**WHAT THE TASK ASKS**
Transcribe each line below verbatim; pictures excluded.

**Items listed in a dataset**
*** Begin section ***
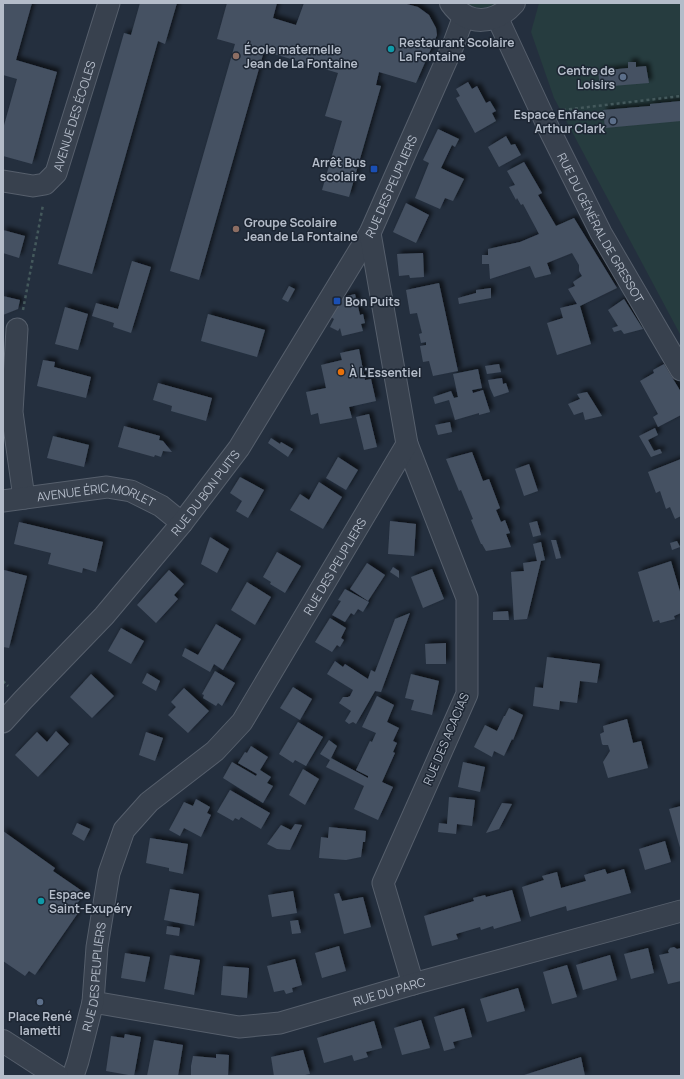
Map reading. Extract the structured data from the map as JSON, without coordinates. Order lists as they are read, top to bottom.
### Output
{
  "streets": {
    "street": [
      "AVENUE DES ÉCOLES",
      "RUE DES PEUPLIERS",
      "RUE DU GÉNÉRAL DE GRESSOT",
      "RUE DU BON PUITS",
      "AVENUE ÉRIC MORLET",
      "RUE DES ACACIAS",
      "RUE DU PARC"
    ]
  },
  "crossings": [
    ["RUE DES PEUPLIERS", "RUE DU BON PUITS"],
    ["RUE DES PEUPLIERS", "RUE DES ACACIAS"],
    ["RUE DES PEUPLIERS", "RUE DU PARC"],
    ["RUE DU BON PUITS", "AVENUE ÉRIC MORLET"],
    ["RUE DES ACACIAS", "RUE DU PARC"]
  ],
  "places": {
    "other": [
      "Restaurant Scolaire La Fontaine",
      "École maternelle Jean de La Fontaine",
      "Centre de Loisirs",
      "Espace Enfance Arthur Clark",
      "Groupe Scolaire Jean de La Fontaine",
      "À L'Essentiel",
      "Espace Saint-Exupéry",
      "Place René Iametti"
    ],
    "transit": ["Arrêt Bus scolaire", "Bon Puits"]
  }
}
*** End section ***
**RESPONSE TO THIS EXERCISE**
Map reading. Extract the structured data from the map as JSON, without coordinates. Order lists as they are read, top to bottom.
### Output
{
  "streets": {
    "street": [
      "AVENUE DES ÉCOLES",
      "RUE DES PEUPLIERS",
      "RUE DU GÉNÉRAL DE GRESSOT",
      "RUE DU BON PUITS",
      "AVENUE ÉRIC MORLET",
      "RUE DES ACACIAS",
      "RUE DU PARC"
    ]
  },
  "crossings": [
    ["RUE DES PEUPLIERS", "RUE DU BON PUITS"],
    ["RUE DES PEUPLIERS", "RUE DES ACACIAS"],
    ["RUE DES PEUPLIERS", "RUE DU PARC"],
    ["RUE DU BON PUITS", "AVENUE ÉRIC MORLET"],
    ["RUE DES ACACIAS", "RUE DU PARC"]
  ],
  "places": {
    "other": [
      "Restaurant Scolaire La Fontaine",
      "École maternelle Jean de La Fontaine",
      "Centre de Loisirs",
      "Espace Enfance Arthur Clark",
      "Groupe Scolaire Jean de La Fontaine",
      "À L'Essentiel",
      "Espace Saint-Exupéry",
      "Place René Iametti"
    ],
    "transit": ["Arrêt Bus scolaire", "Bon Puits"]
  }
}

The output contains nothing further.